_TASK OBJECTIVE_:
Your answer should be every line of the records that contains the word "image", copied as it stands.
_ _ _ _ _
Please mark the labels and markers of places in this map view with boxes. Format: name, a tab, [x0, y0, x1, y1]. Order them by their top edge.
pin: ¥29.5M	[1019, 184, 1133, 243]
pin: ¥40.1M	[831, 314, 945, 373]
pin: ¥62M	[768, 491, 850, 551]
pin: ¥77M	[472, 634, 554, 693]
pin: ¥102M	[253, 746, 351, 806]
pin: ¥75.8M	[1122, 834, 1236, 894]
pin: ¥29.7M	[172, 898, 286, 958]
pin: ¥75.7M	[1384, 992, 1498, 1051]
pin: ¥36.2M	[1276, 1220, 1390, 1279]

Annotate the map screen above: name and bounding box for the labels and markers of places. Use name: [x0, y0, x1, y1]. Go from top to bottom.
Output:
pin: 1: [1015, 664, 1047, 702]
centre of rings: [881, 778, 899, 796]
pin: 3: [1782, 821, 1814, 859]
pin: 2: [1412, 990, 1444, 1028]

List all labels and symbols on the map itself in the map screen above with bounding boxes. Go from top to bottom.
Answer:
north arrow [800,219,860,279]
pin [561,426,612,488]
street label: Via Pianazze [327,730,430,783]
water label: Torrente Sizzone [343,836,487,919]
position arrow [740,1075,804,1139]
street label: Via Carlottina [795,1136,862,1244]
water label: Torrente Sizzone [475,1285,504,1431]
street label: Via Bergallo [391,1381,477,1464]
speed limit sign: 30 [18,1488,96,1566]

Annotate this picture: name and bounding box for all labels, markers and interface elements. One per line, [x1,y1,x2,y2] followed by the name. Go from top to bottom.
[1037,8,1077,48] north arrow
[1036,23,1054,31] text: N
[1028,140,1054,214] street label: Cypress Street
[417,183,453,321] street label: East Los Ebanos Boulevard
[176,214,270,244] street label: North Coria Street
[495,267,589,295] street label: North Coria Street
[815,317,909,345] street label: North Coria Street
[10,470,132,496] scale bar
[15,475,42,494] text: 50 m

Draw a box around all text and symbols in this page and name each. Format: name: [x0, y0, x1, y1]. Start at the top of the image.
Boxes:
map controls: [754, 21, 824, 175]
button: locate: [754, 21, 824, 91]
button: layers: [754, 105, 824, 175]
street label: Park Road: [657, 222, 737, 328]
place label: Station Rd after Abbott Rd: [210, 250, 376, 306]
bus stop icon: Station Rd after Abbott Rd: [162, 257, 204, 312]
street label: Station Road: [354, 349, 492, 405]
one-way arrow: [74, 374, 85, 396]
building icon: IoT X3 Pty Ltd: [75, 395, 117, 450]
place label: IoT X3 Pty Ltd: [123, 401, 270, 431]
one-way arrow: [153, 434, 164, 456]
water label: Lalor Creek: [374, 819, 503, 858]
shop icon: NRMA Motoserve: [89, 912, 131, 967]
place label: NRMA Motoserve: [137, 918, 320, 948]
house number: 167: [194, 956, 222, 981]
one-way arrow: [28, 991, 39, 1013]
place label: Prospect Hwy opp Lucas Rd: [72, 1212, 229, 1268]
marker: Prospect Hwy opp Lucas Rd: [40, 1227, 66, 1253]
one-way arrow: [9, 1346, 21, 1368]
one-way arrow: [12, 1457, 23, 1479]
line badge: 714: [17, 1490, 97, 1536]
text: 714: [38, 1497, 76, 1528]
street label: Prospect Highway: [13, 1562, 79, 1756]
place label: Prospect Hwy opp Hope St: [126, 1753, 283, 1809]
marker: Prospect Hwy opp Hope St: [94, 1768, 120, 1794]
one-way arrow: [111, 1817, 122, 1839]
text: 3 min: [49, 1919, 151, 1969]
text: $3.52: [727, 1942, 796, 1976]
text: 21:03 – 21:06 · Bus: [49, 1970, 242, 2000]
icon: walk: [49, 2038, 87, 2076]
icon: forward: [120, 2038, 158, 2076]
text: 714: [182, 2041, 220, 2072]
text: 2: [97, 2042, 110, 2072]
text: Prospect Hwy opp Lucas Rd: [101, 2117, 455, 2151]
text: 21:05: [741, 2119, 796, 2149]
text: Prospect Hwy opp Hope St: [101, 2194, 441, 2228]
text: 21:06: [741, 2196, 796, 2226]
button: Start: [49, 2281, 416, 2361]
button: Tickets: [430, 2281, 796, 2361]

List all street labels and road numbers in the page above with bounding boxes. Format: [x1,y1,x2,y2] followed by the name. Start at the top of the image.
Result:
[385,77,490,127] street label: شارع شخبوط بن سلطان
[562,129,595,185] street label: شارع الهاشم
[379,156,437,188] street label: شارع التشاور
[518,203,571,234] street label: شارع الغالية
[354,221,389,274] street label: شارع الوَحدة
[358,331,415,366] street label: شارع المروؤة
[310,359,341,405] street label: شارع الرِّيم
_ _ _ _ _
_RESULT FOR THIS TASK_:
Draw a box around all text and symbols in this page and name each. Format: name: [x0, y0, x1, y1]. Start at the top of the image.
List all street labels and road numbers in the page above with bounding boxes. Format: [x1,y1,x2,y2] followed by the name. Start at the top of the image.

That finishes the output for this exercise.